The device is an imaging system (OCT and FFR), which inherently involves a human operator (physician) for interpretation and clinical decision-making. The document does not describe an "algorithm only" standalone performance study in the way one might for an AI diagnostic tool. Its performance would be evaluated in terms of image quality, FFR measurement accuracy, and overall system functionality as used by a human.

7. Type of Ground Truth Used

The document doesn't explicitly state the "type of ground truth" used for the pre-clinical animal testing. For imaging systems, ground truth in animal studies often involves:

• Histopathology: Microscopic examination of tissue samples after imaging to correlate image findings with actual tissue structures.
• Other established imaging modalities: Comparison with a gold standard imaging technique if available for the specific features being evaluated.
• Direct observation/measurement: For functional parameters like FFR, comparison against direct pressure measurements.

Given the nature of OCT imaging for coronary arteries, histopathology or highly detailed anatomical measurements would likely be involved. For FFR, direct pressure transducer measurements during the animal study would serve as ground truth.

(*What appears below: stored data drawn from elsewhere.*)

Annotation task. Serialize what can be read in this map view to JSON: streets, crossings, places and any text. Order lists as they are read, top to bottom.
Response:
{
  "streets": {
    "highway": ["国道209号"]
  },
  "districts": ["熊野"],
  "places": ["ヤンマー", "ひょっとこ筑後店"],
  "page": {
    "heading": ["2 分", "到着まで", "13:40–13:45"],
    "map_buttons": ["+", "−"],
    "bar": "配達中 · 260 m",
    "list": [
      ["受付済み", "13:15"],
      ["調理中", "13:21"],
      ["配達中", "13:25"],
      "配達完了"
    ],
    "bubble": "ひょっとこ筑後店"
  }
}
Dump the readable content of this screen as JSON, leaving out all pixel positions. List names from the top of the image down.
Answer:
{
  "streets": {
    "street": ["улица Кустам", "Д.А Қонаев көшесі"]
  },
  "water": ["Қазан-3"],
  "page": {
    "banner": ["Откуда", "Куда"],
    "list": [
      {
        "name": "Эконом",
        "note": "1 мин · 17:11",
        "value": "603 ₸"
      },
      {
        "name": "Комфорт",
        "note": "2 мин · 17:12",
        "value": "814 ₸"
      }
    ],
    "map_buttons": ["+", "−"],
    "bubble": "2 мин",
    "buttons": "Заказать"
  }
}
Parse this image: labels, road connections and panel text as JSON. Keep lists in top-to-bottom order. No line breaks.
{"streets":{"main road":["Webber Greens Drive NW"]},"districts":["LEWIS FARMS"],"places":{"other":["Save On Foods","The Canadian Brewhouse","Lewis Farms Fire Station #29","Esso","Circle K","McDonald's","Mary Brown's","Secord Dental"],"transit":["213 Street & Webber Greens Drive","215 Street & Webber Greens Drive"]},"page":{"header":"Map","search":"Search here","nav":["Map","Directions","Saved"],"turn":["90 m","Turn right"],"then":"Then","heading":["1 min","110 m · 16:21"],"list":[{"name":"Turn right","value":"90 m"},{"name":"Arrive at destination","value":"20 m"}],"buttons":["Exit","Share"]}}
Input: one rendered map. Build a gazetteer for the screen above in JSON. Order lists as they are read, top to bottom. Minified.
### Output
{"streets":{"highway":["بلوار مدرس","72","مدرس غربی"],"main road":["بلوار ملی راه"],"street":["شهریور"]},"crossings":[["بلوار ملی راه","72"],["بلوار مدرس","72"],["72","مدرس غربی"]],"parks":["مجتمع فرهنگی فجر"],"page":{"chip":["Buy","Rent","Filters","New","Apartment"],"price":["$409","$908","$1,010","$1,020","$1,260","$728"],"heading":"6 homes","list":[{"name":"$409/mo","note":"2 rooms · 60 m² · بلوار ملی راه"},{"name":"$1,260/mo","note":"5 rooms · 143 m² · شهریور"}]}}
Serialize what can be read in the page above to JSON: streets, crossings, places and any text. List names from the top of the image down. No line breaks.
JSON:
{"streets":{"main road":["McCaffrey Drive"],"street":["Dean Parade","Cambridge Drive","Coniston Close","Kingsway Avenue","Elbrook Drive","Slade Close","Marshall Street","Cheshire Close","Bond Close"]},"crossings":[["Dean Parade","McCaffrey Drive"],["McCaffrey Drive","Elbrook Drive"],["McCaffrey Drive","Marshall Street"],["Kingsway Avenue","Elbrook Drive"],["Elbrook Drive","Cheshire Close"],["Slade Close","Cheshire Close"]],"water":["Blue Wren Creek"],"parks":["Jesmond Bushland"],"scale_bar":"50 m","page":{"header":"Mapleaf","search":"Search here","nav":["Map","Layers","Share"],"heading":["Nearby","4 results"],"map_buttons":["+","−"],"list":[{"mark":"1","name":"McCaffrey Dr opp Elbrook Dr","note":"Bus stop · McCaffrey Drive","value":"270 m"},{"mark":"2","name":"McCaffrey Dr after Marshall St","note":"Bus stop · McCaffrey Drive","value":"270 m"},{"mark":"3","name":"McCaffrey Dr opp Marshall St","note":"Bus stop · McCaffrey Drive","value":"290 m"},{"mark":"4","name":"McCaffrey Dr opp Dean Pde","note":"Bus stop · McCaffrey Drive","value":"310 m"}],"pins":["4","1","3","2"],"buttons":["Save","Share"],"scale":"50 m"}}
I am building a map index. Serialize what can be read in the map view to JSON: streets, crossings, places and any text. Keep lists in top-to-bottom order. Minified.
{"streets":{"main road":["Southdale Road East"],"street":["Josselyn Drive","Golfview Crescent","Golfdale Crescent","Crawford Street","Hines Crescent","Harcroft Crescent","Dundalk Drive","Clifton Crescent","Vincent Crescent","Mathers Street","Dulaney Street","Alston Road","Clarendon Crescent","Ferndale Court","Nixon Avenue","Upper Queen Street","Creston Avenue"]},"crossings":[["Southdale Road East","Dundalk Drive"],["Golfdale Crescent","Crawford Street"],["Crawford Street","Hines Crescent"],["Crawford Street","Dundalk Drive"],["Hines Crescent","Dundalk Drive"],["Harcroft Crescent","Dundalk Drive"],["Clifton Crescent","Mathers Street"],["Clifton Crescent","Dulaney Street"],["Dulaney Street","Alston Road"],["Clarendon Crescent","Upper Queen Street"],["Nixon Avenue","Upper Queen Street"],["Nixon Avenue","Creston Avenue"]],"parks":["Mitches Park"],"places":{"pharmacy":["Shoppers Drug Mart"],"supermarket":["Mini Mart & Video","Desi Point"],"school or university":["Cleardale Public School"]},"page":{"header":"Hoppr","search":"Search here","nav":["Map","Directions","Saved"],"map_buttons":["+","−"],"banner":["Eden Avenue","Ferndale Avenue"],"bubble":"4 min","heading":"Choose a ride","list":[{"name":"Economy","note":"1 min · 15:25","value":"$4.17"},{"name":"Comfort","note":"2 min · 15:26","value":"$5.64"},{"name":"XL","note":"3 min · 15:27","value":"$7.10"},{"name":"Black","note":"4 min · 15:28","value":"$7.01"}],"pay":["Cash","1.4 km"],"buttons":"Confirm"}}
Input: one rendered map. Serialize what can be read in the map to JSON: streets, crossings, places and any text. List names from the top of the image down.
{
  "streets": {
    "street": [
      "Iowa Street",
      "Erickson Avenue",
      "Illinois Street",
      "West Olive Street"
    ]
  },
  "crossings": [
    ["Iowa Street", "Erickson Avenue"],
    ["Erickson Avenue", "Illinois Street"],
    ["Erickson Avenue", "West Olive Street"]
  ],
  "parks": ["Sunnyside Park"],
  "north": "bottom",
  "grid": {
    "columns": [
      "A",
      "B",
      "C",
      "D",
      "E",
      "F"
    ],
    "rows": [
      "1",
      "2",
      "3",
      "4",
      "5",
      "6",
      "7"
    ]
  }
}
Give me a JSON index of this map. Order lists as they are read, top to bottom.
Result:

8. Sample Size for the Training Set

The document does not mention a "training set" in the context of machine learning or AI. While the device uses software, the context here is a medical imaging system, not a deep learning algorithm that typically requires a large training dataset. The software upgrades mentioned (e.g., Angio Co-Registration, Continuous calibration, improved acquisition workflow) likely involve traditional software engineering and validation processes rather than machine learning model training.

9. How the Ground Truth for the Training Set Was Established

As no training set (in the AI/ML sense) is mentioned, this information is not applicable or provided. The software validation would have involved testing against requirements and specifications, rather than a "ground truth" derived from a large dataset for training.